=== Section Start ===

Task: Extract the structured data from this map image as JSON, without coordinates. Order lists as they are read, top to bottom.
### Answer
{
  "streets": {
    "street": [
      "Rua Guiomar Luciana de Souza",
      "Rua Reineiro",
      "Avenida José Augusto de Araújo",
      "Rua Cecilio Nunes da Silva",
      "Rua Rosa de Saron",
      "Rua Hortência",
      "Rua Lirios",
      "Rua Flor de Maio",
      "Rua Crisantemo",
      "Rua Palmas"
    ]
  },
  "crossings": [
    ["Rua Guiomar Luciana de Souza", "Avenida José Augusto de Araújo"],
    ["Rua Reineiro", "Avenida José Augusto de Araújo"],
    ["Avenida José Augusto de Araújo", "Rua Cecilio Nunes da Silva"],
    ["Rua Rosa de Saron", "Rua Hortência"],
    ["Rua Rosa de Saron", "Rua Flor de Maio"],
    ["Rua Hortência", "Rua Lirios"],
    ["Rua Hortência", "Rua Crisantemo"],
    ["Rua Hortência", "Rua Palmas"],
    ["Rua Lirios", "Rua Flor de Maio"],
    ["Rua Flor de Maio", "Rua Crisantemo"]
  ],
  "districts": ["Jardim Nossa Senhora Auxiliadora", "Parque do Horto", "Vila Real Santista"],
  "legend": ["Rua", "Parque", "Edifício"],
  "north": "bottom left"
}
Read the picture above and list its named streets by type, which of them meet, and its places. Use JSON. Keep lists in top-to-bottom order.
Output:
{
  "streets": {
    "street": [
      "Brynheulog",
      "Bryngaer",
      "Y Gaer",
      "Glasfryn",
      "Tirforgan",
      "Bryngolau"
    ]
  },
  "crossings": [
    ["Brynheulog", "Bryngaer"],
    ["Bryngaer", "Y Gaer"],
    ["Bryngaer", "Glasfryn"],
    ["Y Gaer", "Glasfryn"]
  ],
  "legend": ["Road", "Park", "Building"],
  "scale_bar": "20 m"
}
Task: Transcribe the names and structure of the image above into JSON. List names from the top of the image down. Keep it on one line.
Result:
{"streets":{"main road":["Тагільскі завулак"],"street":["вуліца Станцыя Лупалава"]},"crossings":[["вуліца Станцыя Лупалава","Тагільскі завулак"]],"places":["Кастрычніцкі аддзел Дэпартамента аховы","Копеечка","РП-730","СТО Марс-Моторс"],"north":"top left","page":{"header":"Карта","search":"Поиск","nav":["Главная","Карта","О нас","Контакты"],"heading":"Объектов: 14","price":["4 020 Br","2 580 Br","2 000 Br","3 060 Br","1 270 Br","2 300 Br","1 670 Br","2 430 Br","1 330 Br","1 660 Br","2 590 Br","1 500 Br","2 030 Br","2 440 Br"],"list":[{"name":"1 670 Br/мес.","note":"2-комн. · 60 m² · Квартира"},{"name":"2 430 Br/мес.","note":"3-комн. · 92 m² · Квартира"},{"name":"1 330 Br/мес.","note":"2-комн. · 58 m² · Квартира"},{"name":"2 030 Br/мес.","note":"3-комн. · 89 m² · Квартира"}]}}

=== Section End ===

- **EXERCISE OBJECTIVE**
Transcribe each entry exactly.

- **TASK RESULT**
Task: Extract the structured data from this map image as JSON, without coordinates. Order lists as they are read, top to bottom.
### Answer
{
  "streets": {
    "street": [
      "Rua Guiomar Luciana de Souza",
      "Rua Reineiro",
      "Avenida José Augusto de Araújo",
      "Rua Cecilio Nunes da Silva",
      "Rua Rosa de Saron",
      "Rua Hortência",
      "Rua Lirios",
      "Rua Flor de Maio",
      "Rua Crisantemo",
      "Rua Palmas"
    ]
  },
  "crossings": [
    ["Rua Guiomar Luciana de Souza", "Avenida José Augusto de Araújo"],
    ["Rua Reineiro", "Avenida José Augusto de Araújo"],
    ["Avenida José Augusto de Araújo", "Rua Cecilio Nunes da Silva"],
    ["Rua Rosa de Saron", "Rua Hortência"],
    ["Rua Rosa de Saron", "Rua Flor de Maio"],
    ["Rua Hortência", "Rua Lirios"],
    ["Rua Hortência", "Rua Crisantemo"],
    ["Rua Hortência", "Rua Palmas"],
    ["Rua Lirios", "Rua Flor de Maio"],
    ["Rua Flor de Maio", "Rua Crisantemo"]
  ],
  "districts": ["Jardim Nossa Senhora Auxiliadora", "Parque do Horto", "Vila Real Santista"],
  "legend": ["Rua", "Parque", "Edifício"],
  "north": "bottom left"
}
Read the picture above and list its named streets by type, which of them meet, and its places. Use JSON. Keep lists in top-to-bottom order.
Output:
{
  "streets": {
    "street": [
      "Brynheulog",
      "Bryngaer",
      "Y Gaer",
      "Glasfryn",
      "Tirforgan",
      "Bryngolau"
    ]
  },
  "crossings": [
    ["Brynheulog", "Bryngaer"],
    ["Bryngaer", "Y Gaer"],
    ["Bryngaer", "Glasfryn"],
    ["Y Gaer", "Glasfryn"]
  ],
  "legend": ["Road", "Park", "Building"],
  "scale_bar": "20 m"
}
Task: Transcribe the names and structure of the image above into JSON. List names from the top of the image down. Keep it on one line.
Result:
{"streets":{"main road":["Тагільскі завулак"],"street":["вуліца Станцыя Лупалава"]},"crossings":[["вуліца Станцыя Лупалава","Тагільскі завулак"]],"places":["Кастрычніцкі аддзел Дэпартамента аховы","Копеечка","РП-730","СТО Марс-Моторс"],"north":"top left","page":{"header":"Карта","search":"Поиск","nav":["Главная","Карта","О нас","Контакты"],"heading":"Объектов: 14","price":["4 020 Br","2 580 Br","2 000 Br","3 060 Br","1 270 Br","2 300 Br","1 670 Br","2 430 Br","1 330 Br","1 660 Br","2 590 Br","1 500 Br","2 030 Br","2 440 Br"],"list":[{"name":"1 670 Br/мес.","note":"2-комн. · 60 m² · Квартира"},{"name":"2 430 Br/мес.","note":"3-комн. · 92 m² · Квартира"},{"name":"1 330 Br/мес.","note":"2-комн. · 58 m² · Квартира"},{"name":"2 030 Br/мес.","note":"3-комн. · 89 m² · Квартира"}]}}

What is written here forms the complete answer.